MPs seek financial help for patients with rare diseases

Twenty-four parliamentarians across party lines have approached Union health and family welfare minister Mansukh Mandaviya, underlining the need for sustainable funding support for certain diseases under the National Policy for Rare Diseases 2021.

In a memorandum signed on Rare Disease Day, they said: “Patients diagnosed with ultra-rare genetic conditions, including lysosomal storage disorders (LSDs), would require sustainable funding support. Classified as Group 3a conditions in the National Policy for Rare Diseases, 2021, we would like to draw your attention and seek measures in putting up a mechanism to ensure continuity for all these patients, subject to a review of the progress of these patients by competent members of the Central Technical Committee on Rare Diseases set up by MoHFW.”
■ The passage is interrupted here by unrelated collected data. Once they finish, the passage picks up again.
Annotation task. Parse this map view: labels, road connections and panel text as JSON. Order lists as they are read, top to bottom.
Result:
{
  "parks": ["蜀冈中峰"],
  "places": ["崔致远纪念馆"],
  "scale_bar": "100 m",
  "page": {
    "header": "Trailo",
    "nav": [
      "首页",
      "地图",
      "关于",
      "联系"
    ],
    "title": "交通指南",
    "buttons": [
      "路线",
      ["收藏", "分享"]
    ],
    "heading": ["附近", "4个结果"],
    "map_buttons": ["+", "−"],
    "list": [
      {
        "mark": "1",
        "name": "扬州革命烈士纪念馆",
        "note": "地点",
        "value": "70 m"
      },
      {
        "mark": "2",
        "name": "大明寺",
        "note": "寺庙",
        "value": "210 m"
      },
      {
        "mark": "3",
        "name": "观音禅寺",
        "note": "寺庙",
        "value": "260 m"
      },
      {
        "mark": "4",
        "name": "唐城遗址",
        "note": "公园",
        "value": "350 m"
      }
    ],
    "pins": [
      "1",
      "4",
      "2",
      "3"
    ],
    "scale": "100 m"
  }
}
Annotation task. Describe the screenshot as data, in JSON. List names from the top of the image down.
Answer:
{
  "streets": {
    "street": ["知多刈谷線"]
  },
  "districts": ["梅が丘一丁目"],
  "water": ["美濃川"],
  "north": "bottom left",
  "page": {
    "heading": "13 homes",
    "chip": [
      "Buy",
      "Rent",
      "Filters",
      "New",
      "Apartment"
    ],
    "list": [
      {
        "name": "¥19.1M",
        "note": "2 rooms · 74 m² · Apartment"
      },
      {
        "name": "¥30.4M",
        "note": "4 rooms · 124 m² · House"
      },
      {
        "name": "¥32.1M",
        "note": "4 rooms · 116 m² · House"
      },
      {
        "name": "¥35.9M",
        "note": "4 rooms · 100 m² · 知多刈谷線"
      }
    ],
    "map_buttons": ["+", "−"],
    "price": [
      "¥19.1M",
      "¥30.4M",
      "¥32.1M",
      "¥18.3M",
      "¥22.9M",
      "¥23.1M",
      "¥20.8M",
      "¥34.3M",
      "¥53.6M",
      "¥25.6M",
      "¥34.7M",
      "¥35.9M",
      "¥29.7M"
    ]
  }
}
MPs Fauzia Khan, Amiee Yajnik, Kumar Ketkar, Manoj Kumar Jha, Santanu Sen, and N S Kanimozhi are among those who signed the memorandum.

Fauzia, the convenor of this support group, said: “In the past few months, we have been approached by several patients from different regions, citing delays in treatment despite the availability of funding support by MoHFW. This unending delay on the part of the Centres of Excellence (CoEs) has caused serious concern and anxiety to the patients and their families.”

She added, “Most of these patients are diagnosed with life-threatening rare genetic conditions, including lysosomal storage disorders like Gaucher disease, Pompe disease, and Fabry disease.”